→ **WHAT IS BEING ASKED**
This exercise asks for every line of the material that includes the word "scale".
:::::
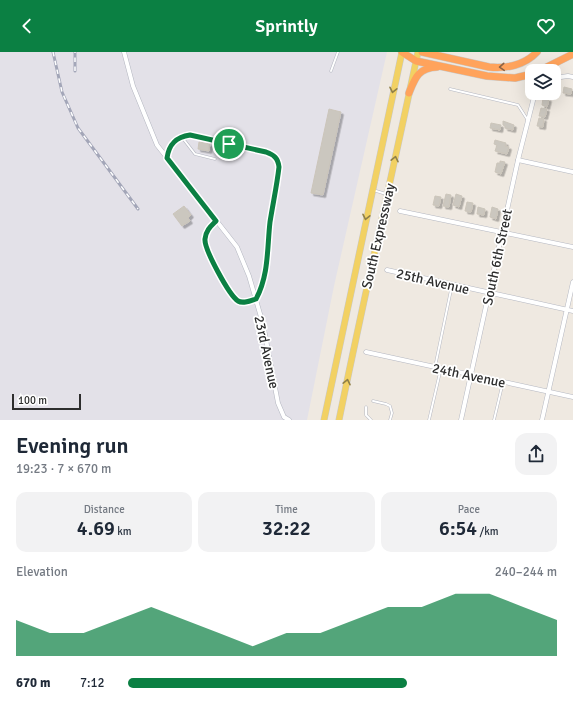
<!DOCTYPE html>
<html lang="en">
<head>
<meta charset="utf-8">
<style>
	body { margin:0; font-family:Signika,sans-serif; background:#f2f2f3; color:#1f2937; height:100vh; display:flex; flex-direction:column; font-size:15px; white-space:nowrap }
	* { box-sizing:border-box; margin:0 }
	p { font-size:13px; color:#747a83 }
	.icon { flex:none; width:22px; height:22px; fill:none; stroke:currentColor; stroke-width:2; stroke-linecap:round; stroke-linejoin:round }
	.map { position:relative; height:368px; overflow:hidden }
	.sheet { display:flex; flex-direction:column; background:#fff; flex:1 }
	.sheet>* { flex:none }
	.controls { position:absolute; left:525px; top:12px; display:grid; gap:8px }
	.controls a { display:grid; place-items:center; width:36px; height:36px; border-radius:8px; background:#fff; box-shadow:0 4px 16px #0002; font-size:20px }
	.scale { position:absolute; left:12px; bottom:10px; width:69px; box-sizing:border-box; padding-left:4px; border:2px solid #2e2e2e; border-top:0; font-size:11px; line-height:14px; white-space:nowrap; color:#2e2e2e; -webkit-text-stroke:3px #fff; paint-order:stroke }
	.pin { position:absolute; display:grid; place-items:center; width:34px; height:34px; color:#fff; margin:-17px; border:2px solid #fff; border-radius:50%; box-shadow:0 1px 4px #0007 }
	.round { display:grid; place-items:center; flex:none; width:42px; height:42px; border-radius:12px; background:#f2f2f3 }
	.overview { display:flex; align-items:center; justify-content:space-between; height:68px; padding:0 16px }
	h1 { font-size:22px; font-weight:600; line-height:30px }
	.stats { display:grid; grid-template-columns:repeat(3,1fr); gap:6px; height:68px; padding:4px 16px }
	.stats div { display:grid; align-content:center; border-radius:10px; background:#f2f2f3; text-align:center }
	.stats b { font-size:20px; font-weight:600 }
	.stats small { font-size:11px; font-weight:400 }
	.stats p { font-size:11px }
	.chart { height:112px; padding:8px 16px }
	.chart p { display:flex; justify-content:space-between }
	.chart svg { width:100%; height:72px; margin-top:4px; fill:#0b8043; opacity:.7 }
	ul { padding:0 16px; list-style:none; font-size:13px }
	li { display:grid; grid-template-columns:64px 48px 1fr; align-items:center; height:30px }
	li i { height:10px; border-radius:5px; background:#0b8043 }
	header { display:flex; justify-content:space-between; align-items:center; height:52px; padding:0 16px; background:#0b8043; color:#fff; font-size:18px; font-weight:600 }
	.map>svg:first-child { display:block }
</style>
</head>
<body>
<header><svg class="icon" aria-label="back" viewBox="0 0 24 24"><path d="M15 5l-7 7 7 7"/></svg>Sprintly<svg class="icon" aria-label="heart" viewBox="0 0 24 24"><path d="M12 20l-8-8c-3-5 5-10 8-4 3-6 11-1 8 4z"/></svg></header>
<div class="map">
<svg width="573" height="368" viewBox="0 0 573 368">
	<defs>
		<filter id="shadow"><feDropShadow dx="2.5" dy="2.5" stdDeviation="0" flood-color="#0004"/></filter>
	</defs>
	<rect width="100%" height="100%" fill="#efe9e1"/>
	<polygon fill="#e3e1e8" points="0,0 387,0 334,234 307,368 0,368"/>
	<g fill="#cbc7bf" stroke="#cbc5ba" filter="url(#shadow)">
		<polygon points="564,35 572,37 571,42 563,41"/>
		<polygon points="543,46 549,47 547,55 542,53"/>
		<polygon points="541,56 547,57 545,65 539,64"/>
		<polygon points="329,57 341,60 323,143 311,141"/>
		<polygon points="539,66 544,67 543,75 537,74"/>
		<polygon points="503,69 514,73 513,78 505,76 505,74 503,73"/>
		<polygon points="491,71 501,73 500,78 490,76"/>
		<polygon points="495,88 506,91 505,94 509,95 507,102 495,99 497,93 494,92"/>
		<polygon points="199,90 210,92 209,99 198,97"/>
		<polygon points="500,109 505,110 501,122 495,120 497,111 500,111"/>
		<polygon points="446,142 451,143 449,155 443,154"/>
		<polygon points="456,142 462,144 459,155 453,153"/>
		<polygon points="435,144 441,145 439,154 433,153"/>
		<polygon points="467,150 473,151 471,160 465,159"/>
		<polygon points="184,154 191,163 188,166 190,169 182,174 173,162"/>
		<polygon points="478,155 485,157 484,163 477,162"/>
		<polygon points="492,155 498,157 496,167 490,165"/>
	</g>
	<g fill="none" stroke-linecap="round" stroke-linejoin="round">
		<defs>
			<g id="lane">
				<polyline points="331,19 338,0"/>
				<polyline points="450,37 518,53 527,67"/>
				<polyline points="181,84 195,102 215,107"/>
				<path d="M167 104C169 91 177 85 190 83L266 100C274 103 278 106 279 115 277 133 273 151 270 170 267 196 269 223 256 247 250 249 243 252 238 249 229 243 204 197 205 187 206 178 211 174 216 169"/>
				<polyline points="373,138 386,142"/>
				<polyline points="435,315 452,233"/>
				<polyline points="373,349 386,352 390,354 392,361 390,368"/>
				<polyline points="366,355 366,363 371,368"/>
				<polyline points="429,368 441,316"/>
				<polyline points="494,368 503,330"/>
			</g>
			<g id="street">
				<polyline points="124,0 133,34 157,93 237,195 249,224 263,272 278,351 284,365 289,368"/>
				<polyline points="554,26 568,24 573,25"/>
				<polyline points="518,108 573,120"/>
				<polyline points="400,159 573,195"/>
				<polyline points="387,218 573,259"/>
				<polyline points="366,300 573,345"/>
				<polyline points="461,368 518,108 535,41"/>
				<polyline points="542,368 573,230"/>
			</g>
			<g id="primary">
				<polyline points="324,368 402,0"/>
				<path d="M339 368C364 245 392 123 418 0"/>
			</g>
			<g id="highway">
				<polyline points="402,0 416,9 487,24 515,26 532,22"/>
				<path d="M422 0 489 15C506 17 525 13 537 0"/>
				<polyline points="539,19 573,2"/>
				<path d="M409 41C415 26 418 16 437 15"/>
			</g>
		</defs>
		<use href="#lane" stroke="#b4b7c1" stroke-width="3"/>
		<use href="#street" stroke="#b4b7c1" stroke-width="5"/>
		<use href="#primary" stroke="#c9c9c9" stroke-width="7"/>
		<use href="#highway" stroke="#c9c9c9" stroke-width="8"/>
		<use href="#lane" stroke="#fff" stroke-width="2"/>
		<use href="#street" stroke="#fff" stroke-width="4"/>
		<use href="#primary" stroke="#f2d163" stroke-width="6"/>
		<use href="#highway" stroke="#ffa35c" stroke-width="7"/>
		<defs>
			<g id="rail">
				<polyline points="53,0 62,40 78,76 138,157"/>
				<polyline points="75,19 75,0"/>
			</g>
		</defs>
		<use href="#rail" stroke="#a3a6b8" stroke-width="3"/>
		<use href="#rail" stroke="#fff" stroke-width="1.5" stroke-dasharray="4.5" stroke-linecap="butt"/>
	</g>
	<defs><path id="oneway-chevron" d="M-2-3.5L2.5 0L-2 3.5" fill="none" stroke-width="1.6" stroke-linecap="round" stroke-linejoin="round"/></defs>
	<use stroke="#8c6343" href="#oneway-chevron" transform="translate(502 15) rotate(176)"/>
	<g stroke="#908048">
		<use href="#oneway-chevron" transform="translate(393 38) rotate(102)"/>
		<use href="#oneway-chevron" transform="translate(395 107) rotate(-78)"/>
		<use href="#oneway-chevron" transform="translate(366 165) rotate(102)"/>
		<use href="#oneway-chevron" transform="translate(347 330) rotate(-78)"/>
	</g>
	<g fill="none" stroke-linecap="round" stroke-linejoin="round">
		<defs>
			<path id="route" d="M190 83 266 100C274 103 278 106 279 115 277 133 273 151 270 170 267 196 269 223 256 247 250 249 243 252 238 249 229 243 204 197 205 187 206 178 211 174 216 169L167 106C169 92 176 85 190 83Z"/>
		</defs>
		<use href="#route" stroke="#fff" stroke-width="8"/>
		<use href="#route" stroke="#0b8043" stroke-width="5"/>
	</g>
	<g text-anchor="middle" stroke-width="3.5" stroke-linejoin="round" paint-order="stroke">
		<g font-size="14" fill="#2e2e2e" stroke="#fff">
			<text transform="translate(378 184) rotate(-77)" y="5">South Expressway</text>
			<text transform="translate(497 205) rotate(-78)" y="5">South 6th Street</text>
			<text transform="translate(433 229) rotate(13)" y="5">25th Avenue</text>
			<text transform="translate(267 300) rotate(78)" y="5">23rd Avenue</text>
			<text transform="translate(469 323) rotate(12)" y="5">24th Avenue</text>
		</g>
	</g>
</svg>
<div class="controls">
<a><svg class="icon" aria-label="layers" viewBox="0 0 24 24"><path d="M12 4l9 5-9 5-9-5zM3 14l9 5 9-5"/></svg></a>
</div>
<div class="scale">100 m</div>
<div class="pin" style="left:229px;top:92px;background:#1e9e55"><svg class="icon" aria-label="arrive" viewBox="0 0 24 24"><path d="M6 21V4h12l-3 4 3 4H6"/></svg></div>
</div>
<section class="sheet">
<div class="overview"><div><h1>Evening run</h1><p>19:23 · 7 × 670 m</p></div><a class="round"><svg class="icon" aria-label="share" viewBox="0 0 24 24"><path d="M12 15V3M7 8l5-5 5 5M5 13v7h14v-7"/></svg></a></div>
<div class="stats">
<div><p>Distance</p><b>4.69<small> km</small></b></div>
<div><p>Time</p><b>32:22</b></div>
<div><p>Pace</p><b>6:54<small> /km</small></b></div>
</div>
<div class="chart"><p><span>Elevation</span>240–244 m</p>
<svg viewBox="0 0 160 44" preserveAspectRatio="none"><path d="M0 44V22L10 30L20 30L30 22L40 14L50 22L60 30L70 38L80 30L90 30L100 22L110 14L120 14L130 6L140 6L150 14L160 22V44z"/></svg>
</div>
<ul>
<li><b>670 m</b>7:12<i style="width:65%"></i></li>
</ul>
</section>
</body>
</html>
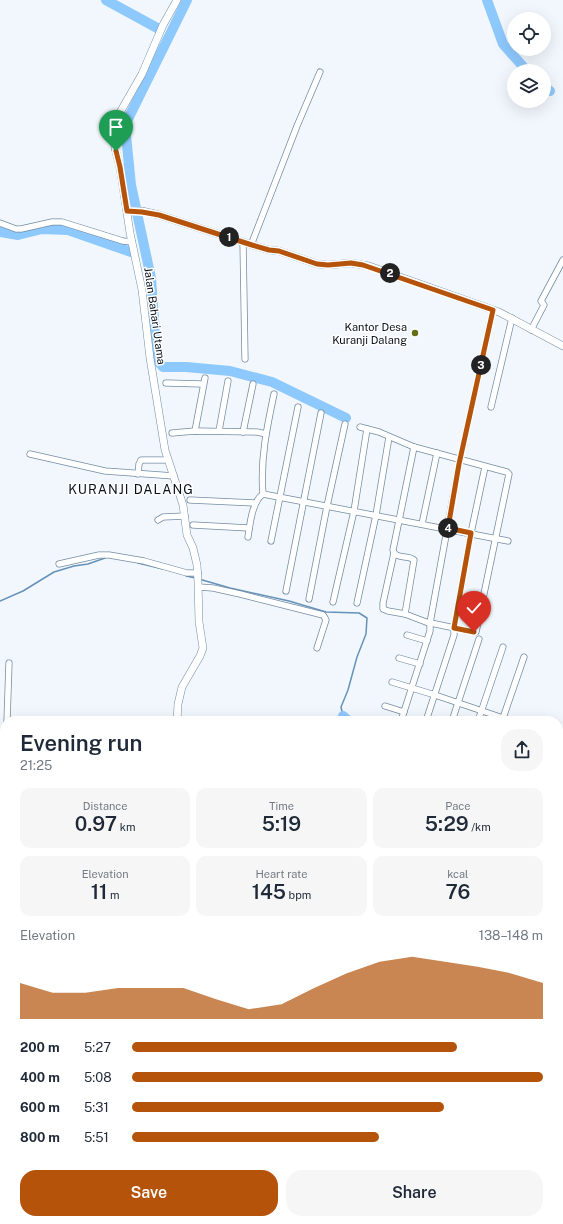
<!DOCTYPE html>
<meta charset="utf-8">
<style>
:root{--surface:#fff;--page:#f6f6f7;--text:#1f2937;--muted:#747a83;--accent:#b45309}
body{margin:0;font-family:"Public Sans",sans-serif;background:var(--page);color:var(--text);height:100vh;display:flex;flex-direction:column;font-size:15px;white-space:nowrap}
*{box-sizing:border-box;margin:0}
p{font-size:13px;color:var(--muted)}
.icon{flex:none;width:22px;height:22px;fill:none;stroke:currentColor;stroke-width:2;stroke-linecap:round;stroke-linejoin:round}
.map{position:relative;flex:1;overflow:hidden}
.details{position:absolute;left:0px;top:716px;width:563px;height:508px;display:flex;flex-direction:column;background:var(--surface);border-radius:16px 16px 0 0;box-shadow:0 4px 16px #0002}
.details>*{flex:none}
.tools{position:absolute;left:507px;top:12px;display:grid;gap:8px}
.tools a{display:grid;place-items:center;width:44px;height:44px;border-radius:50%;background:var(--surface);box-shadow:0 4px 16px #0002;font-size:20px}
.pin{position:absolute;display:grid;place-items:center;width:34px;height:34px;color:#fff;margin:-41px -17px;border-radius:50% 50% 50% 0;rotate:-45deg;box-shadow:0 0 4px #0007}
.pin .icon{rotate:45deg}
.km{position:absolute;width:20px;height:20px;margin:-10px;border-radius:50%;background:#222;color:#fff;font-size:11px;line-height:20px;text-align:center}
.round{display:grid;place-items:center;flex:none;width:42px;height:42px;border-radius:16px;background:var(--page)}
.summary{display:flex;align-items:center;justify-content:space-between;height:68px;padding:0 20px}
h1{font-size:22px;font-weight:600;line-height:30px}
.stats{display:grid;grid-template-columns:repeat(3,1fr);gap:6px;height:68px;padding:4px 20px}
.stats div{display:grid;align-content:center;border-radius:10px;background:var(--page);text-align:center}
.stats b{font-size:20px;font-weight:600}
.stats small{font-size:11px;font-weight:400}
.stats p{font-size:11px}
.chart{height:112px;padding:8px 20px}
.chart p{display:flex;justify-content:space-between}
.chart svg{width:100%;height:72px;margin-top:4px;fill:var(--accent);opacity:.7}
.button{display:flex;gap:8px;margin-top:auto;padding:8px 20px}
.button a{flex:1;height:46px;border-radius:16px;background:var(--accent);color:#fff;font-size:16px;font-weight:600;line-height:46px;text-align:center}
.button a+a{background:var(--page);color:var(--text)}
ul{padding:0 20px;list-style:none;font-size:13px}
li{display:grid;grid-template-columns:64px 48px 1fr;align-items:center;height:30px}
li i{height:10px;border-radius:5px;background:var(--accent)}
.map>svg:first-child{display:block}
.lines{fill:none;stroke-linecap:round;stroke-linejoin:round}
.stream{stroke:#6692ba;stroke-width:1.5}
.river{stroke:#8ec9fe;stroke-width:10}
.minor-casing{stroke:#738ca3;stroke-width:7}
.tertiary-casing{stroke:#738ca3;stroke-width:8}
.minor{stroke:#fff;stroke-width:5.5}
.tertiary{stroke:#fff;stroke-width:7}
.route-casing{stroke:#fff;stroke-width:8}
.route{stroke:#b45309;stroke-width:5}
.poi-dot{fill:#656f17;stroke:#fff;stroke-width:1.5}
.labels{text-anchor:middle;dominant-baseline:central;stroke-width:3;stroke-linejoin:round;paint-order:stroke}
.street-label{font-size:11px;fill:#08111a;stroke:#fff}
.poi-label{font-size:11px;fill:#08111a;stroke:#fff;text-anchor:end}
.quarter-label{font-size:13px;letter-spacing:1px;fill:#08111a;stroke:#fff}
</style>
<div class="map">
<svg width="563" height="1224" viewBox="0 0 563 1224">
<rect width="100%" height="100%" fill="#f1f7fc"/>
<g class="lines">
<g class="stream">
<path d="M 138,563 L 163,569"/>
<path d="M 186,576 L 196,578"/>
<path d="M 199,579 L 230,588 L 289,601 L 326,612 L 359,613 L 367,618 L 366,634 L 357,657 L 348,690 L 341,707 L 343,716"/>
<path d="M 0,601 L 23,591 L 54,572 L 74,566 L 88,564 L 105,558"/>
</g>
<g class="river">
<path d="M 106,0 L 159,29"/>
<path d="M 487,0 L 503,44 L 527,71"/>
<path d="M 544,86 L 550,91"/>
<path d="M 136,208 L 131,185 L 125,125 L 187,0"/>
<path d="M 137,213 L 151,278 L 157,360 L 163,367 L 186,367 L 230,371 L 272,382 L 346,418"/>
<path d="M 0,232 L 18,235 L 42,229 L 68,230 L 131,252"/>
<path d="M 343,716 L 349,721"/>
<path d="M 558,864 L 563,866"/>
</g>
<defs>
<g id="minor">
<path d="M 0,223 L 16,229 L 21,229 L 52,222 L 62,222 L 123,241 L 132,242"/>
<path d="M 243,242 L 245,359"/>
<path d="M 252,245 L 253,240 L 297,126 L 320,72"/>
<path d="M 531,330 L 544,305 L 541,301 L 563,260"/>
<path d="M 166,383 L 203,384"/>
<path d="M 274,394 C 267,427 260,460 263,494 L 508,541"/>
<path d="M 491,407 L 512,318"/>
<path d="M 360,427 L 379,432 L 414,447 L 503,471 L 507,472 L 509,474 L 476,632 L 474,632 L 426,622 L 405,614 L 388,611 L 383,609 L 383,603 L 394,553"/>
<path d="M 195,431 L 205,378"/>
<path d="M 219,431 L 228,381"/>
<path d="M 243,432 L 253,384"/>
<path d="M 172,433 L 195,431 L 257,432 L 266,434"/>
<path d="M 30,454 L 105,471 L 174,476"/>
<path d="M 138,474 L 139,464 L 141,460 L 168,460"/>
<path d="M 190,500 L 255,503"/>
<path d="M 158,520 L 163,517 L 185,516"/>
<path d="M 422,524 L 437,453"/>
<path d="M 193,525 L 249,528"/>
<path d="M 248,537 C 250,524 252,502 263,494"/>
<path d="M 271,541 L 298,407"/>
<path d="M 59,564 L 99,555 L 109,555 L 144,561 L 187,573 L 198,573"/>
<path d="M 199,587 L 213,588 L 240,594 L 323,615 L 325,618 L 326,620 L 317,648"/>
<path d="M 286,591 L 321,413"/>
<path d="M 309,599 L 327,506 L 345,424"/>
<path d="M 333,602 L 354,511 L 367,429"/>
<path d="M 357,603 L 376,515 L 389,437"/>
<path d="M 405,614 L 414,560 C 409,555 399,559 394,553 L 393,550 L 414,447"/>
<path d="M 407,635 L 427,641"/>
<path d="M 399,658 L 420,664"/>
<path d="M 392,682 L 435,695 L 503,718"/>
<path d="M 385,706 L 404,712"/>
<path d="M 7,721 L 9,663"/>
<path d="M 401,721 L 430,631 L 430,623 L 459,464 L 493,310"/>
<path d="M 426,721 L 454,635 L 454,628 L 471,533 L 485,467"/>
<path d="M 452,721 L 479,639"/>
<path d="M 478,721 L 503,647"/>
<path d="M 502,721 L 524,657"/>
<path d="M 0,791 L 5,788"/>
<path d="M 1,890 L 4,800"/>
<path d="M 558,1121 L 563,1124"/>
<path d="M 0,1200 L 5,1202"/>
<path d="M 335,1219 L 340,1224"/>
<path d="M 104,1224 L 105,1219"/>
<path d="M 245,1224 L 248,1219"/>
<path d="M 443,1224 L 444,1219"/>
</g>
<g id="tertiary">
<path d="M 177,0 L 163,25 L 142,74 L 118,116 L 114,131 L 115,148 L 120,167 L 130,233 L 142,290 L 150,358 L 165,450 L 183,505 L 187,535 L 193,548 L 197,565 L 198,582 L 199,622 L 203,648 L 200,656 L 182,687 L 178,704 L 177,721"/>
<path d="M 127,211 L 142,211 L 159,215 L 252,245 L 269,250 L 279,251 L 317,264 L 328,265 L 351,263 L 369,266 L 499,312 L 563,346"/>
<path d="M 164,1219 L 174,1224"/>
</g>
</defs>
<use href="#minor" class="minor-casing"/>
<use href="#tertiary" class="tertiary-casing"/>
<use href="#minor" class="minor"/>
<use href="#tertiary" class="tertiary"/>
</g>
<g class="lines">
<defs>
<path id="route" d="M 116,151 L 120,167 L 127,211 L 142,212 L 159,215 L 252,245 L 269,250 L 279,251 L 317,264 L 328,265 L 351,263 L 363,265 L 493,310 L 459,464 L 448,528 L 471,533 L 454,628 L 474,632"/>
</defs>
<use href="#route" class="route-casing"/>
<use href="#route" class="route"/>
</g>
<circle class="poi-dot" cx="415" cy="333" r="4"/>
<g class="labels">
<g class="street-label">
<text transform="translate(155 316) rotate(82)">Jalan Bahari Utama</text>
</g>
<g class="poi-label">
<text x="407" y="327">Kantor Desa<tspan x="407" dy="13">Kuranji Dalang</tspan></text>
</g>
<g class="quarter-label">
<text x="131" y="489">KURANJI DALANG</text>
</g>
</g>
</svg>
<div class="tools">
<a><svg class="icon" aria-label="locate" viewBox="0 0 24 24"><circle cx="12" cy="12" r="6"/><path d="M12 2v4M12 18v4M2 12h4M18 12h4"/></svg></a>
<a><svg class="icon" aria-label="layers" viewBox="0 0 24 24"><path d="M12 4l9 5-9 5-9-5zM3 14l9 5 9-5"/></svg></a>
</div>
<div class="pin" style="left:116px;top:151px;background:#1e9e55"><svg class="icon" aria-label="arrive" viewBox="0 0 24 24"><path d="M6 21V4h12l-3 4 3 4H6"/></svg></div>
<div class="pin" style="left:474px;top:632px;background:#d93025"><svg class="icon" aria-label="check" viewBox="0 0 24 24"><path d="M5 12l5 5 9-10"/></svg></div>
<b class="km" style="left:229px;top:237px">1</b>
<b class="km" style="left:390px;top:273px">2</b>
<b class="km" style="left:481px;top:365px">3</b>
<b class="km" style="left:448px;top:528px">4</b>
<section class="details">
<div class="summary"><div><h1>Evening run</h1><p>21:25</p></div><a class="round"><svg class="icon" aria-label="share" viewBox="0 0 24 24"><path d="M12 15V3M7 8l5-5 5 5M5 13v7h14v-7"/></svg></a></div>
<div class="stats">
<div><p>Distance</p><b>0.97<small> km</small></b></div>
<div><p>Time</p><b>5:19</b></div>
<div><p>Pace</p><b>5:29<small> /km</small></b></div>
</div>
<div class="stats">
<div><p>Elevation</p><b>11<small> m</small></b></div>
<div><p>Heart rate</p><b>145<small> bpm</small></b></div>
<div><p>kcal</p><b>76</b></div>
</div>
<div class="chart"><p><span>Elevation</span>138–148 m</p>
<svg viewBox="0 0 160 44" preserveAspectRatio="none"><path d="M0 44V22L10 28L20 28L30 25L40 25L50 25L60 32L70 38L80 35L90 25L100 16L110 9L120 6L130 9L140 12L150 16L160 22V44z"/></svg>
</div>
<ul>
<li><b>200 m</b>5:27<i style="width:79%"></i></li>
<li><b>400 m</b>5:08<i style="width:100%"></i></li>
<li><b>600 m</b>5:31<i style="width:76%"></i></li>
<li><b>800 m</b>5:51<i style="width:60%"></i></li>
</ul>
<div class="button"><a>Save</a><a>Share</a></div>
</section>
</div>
:::::
→ **FINISHED EXERCISE**
	.scale { position:absolute; left:12px; bottom:10px; width:69px; box-sizing:border-box; padding-left:4px; border:2px solid #2e2e2e; border-top:0; font-size:11px; line-height:14px; white-space:nowrap; color:#2e2e2e; -webkit-text-stroke:3px #fff; paint-order:stroke }
<div class="scale">100 m</div>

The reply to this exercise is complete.